*WHAT YOU NEED TO DO*:
Return each line of the entries that holds the string "this".

*DATA*:
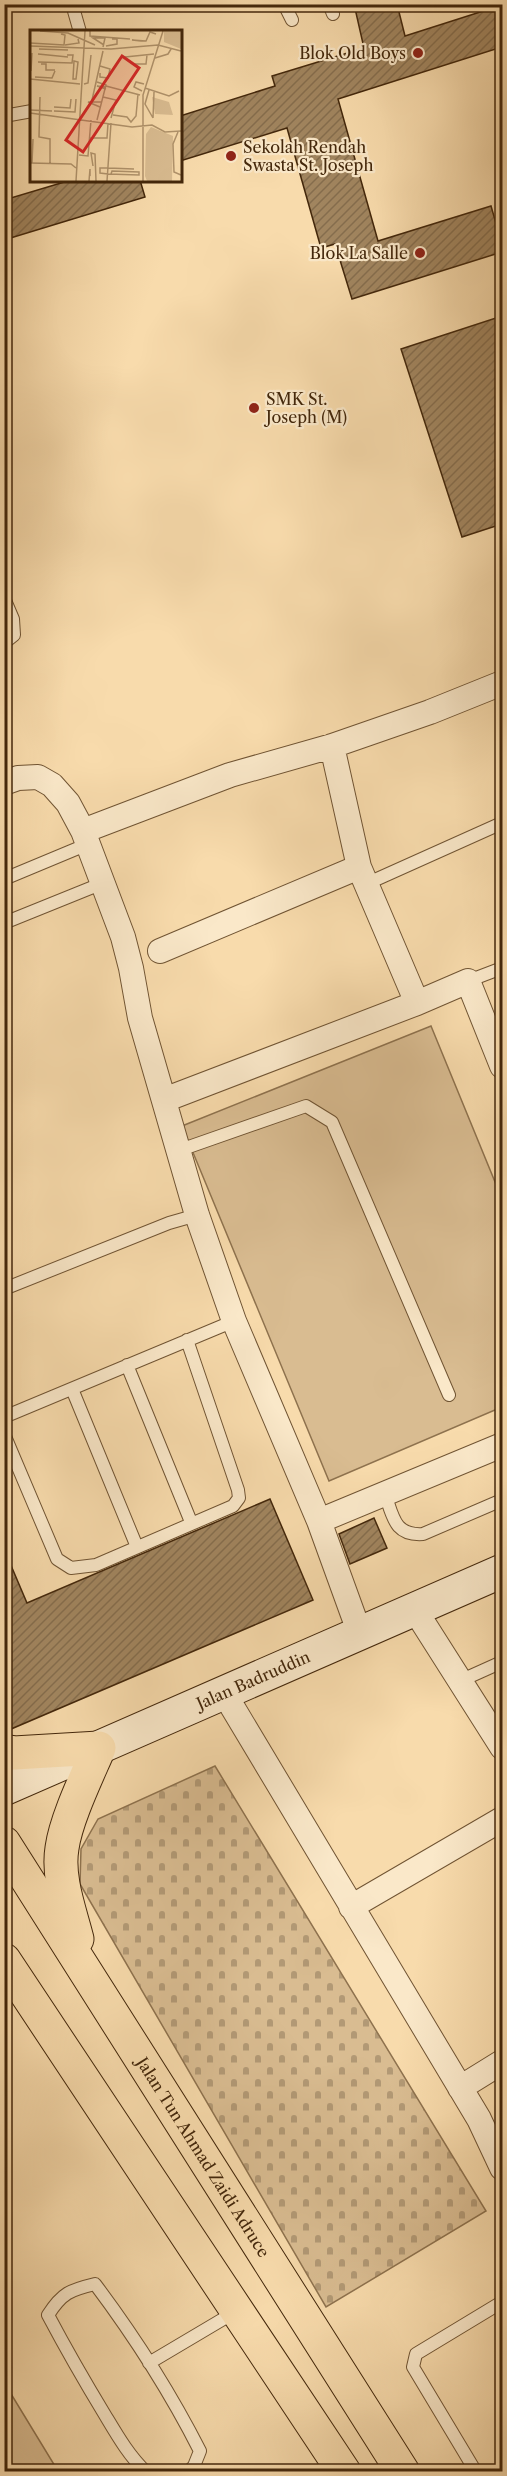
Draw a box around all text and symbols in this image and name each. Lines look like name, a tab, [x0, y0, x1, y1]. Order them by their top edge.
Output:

* * *

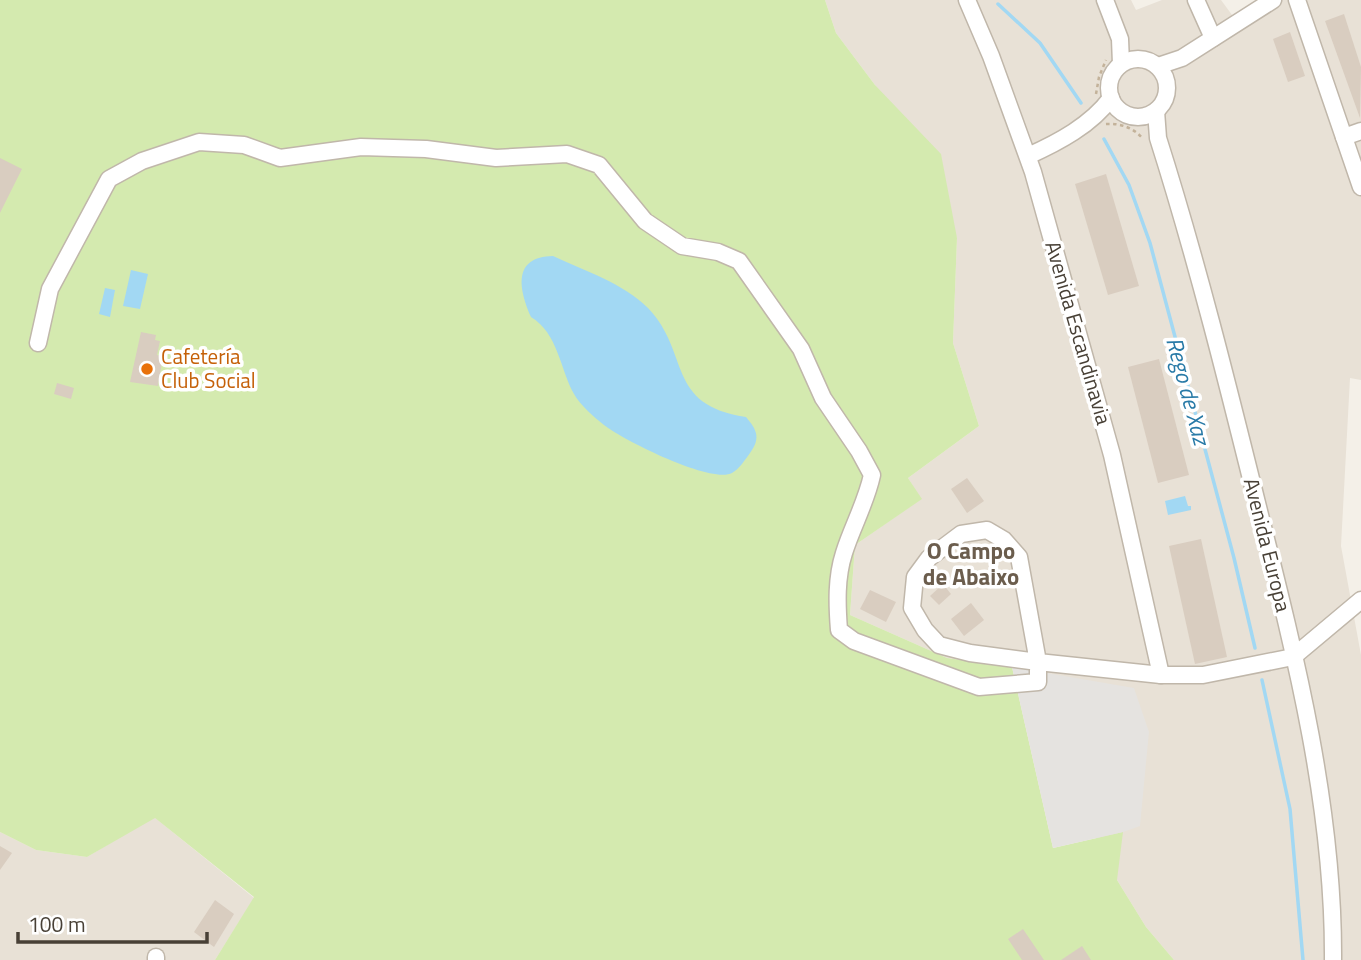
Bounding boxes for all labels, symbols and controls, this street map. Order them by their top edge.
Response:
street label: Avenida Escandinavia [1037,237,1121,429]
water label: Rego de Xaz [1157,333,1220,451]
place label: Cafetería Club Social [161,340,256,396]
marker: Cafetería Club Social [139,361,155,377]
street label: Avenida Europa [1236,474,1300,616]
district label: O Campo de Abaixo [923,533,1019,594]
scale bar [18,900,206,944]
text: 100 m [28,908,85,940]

*TASK RESULT*:
Draw a box around all text and symbols in this image and name each. Lines look like name, a tab, [x0, y0, x1, y1]. Order them by their top edge.
Bounding boxes for all labels, symbols and controls, this street map. Order them by their top edge.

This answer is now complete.